**WHAT TO DO:** Word for word, copy the line containing "run</h1><p>08:42 · 9" and each line after it in the records below, ending with the last line.

**WORKING DATA:**
• • • • • • •

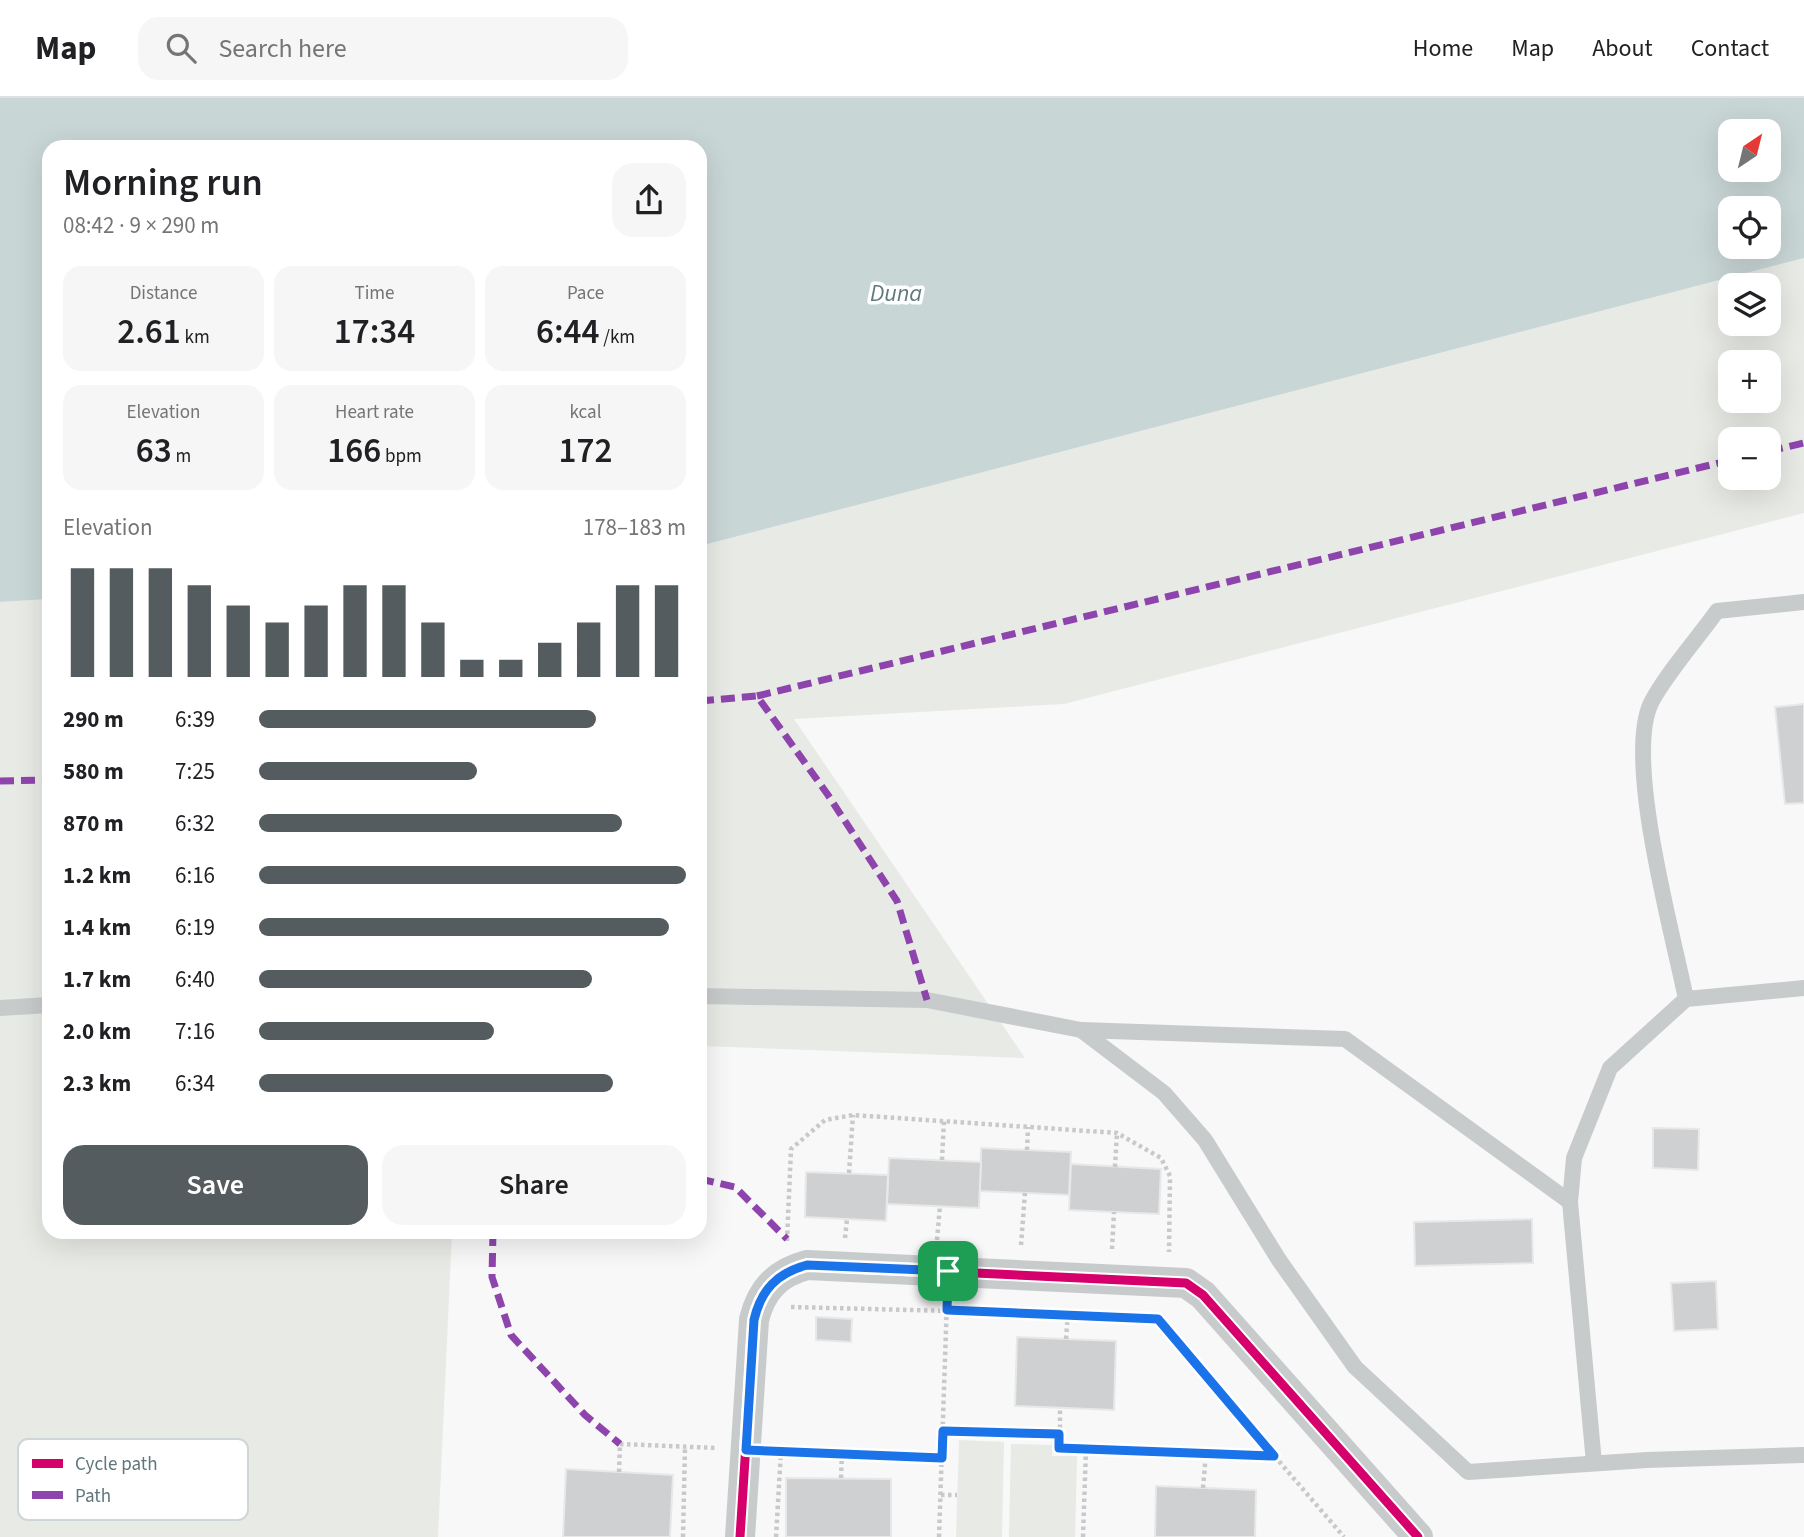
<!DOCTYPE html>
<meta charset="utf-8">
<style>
:root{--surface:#fff;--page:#f6f6f6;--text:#202124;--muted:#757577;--line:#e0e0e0;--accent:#555c5f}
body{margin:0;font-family:"Source Sans 3",sans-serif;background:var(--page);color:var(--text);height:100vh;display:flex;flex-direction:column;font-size:26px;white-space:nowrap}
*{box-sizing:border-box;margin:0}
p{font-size:23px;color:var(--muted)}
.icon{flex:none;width:38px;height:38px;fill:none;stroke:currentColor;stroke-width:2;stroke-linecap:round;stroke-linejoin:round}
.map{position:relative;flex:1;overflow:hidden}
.sheet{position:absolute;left:42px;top:42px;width:665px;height:1099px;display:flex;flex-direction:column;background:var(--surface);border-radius:21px;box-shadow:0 7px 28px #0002}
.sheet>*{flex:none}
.needle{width:46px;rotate:35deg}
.fabs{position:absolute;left:1718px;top:21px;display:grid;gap:14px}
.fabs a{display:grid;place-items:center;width:63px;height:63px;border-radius:14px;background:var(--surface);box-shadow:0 7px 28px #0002;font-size:35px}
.pin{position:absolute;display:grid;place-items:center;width:60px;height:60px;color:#fff;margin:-30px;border-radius:14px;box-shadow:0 4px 10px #0006}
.round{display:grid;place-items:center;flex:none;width:74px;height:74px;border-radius:21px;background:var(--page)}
.headline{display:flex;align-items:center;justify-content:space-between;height:119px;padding:0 21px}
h1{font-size:38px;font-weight:600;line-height:52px}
.stats{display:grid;grid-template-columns:repeat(3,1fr);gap:10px;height:119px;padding:7px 21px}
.stats div{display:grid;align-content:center;border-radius:18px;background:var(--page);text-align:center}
.stats b{font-size:35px;font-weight:600}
.stats small{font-size:19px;font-weight:400}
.stats p{font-size:19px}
.chart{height:196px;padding:14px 21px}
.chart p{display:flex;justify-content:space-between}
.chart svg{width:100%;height:126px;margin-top:7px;stroke:var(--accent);stroke-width:6}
.primary-button{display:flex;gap:14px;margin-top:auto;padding:14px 21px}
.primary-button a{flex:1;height:80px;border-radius:21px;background:var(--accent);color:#fff;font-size:28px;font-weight:600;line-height:80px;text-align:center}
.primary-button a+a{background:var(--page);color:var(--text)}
ul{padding:0 21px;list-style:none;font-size:23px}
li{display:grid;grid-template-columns:112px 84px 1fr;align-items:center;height:52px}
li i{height:18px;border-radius:9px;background:var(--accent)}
header{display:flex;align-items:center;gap:42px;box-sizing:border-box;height:98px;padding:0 35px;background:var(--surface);border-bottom:2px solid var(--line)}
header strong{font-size:33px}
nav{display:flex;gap:38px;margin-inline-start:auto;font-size:24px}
.search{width:490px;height:63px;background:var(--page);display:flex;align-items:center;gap:18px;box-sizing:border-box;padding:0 24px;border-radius:21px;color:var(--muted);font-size:26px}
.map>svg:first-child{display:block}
</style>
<header>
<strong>Map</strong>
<div class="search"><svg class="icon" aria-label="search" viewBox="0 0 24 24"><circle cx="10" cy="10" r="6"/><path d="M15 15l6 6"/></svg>Search here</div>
<nav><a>Home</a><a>Map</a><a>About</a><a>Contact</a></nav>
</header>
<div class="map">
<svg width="1804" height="1439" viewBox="0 0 1804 1439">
<rect width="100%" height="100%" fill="#f8f8f8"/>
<g fill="#e8eae5" fill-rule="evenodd">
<path d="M1804 160V415L1064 606 794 621 1025 960 700 948V448ZM1731 187H1769V226H1731ZM1731 264H1769V303H1731ZM1731 341H1769V380H1731Z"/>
<polygon points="49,501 49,1134 452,1134 438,1439 0,1439 0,504"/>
<polygon points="959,1342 1004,1344 1002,1439 956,1439"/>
<polygon points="1011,1346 1052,1347 1052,1358 1077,1358 1075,1439 1009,1439"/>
</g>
<path fill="#c9d6d6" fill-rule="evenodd" d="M0 0H1804V160L700 448V49H49V501L0 504ZM1731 33H1769V72H1731ZM1731 110H1769V149H1731Z"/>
<g fill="#ced0d1" stroke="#e8e8e8" stroke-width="2">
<polygon points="1804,606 1804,705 1785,706 1775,609"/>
<polygon points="1653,1030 1699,1031 1698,1072 1653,1070"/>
<polygon points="981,1050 1071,1054 1069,1097 980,1093"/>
<polygon points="889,1060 981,1064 979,1110 887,1106"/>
<polygon points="1071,1066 1161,1071 1159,1116 1069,1112"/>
<polygon points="806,1074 888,1077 886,1123 805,1119"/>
<polygon points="1532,1121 1533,1165 1415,1168 1414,1124"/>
<polygon points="1716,1183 1718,1231 1674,1233 1671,1185"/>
<polygon points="816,1219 852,1221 851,1244 816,1242"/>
<polygon points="1017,1239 1116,1243 1114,1312 1015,1308"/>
<polygon points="566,1371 673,1377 670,1439 563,1439"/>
<polygon points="786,1380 891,1381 891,1439 786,1439"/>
<polygon points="1156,1388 1256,1392 1255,1439 1155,1439"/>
</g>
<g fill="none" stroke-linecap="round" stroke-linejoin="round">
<g stroke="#c8c9ca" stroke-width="4.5" stroke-dasharray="3.5 3.5" stroke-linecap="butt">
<polyline points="1027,1052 1028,1029"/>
<polyline points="942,1062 944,1023"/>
<polyline points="1115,1069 1117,1035"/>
<polyline points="849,1075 853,1017"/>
<polyline points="845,1140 847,1121"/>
<polyline points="937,1142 940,1108"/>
<polyline points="787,1143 791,1051 825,1022 853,1017 1117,1035 1161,1060 1170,1078 1169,1154"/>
<polyline points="1021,1147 1025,1095"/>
<polyline points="1112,1151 1114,1114"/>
<polyline points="791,1209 1068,1216 1158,1221"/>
<polyline points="1156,1220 1344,1439"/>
<polyline points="1066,1241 1068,1214"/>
<polyline points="943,1333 1060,1337 1059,1350 1274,1358"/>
<polyline points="1060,1337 1060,1310"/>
<polyline points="775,1353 942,1360"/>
<polyline points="619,1374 620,1346 717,1350"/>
<polyline points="841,1380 842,1356"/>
<polyline points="1203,1390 1206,1355"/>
<polyline points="941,1397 957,1397"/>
<polyline points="683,1439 685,1349"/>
<polyline points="776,1439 781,1353"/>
<polyline points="939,1439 947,1202"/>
<polyline points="1083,1439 1086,1351"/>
</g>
<g stroke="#c8cbcc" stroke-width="16">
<polyline points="700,898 927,902 1081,932 1164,995 1205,1042 1279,1162 1355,1269 1468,1374 1647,1362 1804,1357"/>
<path d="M1686 901C1673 836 1624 661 1651 605 1665 577 1698 540 1717 513L1804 504"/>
<polyline points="0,910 49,907"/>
<polyline points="1081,932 1345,941 1570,1104"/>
<polyline points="1594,1365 1570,1104 1574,1060 1610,970 1686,901 1804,890"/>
</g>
<path stroke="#c8cbcc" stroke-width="30" d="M740 1439 754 1222C761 1192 777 1175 807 1167L1186 1185 1203 1197 1418 1439"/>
<g stroke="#8e44ad" stroke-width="7" stroke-dasharray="14 7" stroke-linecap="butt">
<polyline points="1769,353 1804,345"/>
<polyline points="757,598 1731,362"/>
<polyline points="700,603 757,598 828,697 897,803 927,902"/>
<polyline points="0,683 49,682"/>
<polyline points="700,1081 735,1089 787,1141"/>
<polyline points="493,1134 492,1179 511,1237 585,1317 620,1346"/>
</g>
<g stroke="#fff" stroke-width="13">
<path id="cycleway" d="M740 1439 754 1222C761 1192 777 1175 807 1167L1186 1185 1203 1197 1418 1439"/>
</g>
<use href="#cycleway" stroke="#d6006c" stroke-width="9"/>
</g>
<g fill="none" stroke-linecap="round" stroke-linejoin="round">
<g stroke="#fff" stroke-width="14">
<path id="route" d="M807 1167 948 1173 947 1212 1158 1221 1274 1358 1059 1350V1336L943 1333 942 1360 746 1352 754 1222C761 1192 777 1175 807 1167Z"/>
</g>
<use href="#route" stroke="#1a73e8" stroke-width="9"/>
</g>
<g text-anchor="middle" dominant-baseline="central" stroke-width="7" stroke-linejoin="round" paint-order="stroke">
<g font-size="24" font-style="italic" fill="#5e7a7c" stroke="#fff">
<text x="896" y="195">Duna</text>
</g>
</g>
<rect x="18" y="1341" width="230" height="81" rx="10" fill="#fff" stroke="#cfd6d8" stroke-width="2"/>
<rect x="32" y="1361" width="31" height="9" fill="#d6006c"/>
<rect x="32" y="1393" width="31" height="8" fill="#8e44ad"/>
<g font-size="19" fill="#5f767c">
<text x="75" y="1372">Cycle path</text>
<text x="75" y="1404">Path</text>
</g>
</svg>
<div class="fabs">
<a><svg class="needle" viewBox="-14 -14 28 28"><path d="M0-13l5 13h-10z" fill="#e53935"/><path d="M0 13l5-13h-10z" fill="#757577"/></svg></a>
<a><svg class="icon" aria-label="locate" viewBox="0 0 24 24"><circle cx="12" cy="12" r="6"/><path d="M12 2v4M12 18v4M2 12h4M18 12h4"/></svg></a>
<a><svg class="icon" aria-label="layers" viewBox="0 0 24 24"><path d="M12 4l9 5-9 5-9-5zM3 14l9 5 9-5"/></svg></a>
<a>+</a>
<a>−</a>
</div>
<div class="pin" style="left:948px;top:1173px;background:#1e9e55"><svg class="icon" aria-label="arrive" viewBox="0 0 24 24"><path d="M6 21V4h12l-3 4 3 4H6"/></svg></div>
<section class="sheet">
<div class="headline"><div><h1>Morning run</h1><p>08:42 · 9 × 290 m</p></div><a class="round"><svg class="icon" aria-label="share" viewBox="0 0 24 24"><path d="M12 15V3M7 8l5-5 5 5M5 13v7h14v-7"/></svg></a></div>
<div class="stats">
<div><p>Distance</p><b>2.61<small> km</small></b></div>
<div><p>Time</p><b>17:34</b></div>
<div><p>Pace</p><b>6:44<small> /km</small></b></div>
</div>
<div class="stats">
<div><p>Elevation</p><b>63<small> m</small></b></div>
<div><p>Heart rate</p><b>166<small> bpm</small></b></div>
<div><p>kcal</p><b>172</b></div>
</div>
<div class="chart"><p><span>Elevation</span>178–183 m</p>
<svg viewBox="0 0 160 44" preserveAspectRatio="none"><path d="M5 44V6M15 44V6M25 44V6M35 44V12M45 44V19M55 44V25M65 44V19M75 44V12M85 44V12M95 44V25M105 44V38M115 44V38M125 44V32M135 44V25M145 44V12M155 44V12"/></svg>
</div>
<ul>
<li><b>290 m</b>6:39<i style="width:79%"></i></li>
<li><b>580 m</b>7:25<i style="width:51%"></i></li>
<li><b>870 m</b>6:32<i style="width:85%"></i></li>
<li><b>1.2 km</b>6:16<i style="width:100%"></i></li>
<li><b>1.4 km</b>6:19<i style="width:96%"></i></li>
<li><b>1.7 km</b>6:40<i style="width:78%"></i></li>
<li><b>2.0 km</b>7:16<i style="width:55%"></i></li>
<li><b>2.3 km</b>6:34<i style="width:83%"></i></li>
</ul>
<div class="primary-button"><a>Save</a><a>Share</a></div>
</section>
</div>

• • • • • • •

**FINISHED EXERCISE:**
<div class="headline"><div><h1>Morning run</h1><p>08:42 · 9 × 290 m</p></div><a class="round"><svg class="icon" aria-label="share" viewBox="0 0 24 24"><path d="M12 15V3M7 8l5-5 5 5M5 13v7h14v-7"/></svg></a></div>
<div class="stats">
<div><p>Distance</p><b>2.61<small> km</small></b></div>
<div><p>Time</p><b>17:34</b></div>
<div><p>Pace</p><b>6:44<small> /km</small></b></div>
</div>
<div class="stats">
<div><p>Elevation</p><b>63<small> m</small></b></div>
<div><p>Heart rate</p><b>166<small> bpm</small></b></div>
<div><p>kcal</p><b>172</b></div>
</div>
<div class="chart"><p><span>Elevation</span>178–183 m</p>
<svg viewBox="0 0 160 44" preserveAspectRatio="none"><path d="M5 44V6M15 44V6M25 44V6M35 44V12M45 44V19M55 44V25M65 44V19M75 44V12M85 44V12M95 44V25M105 44V38M115 44V38M125 44V32M135 44V25M145 44V12M155 44V12"/></svg>
</div>
<ul>
<li><b>290 m</b>6:39<i style="width:79%"></i></li>
<li><b>580 m</b>7:25<i style="width:51%"></i></li>
<li><b>870 m</b>6:32<i style="width:85%"></i></li>
<li><b>1.2 km</b>6:16<i style="width:100%"></i></li>
<li><b>1.4 km</b>6:19<i style="width:96%"></i></li>
<li><b>1.7 km</b>6:40<i style="width:78%"></i></li>
<li><b>2.0 km</b>7:16<i style="width:55%"></i></li>
<li><b>2.3 km</b>6:34<i style="width:83%"></i></li>
</ul>
<div class="primary-button"><a>Save</a><a>Share</a></div>
</section>
</div>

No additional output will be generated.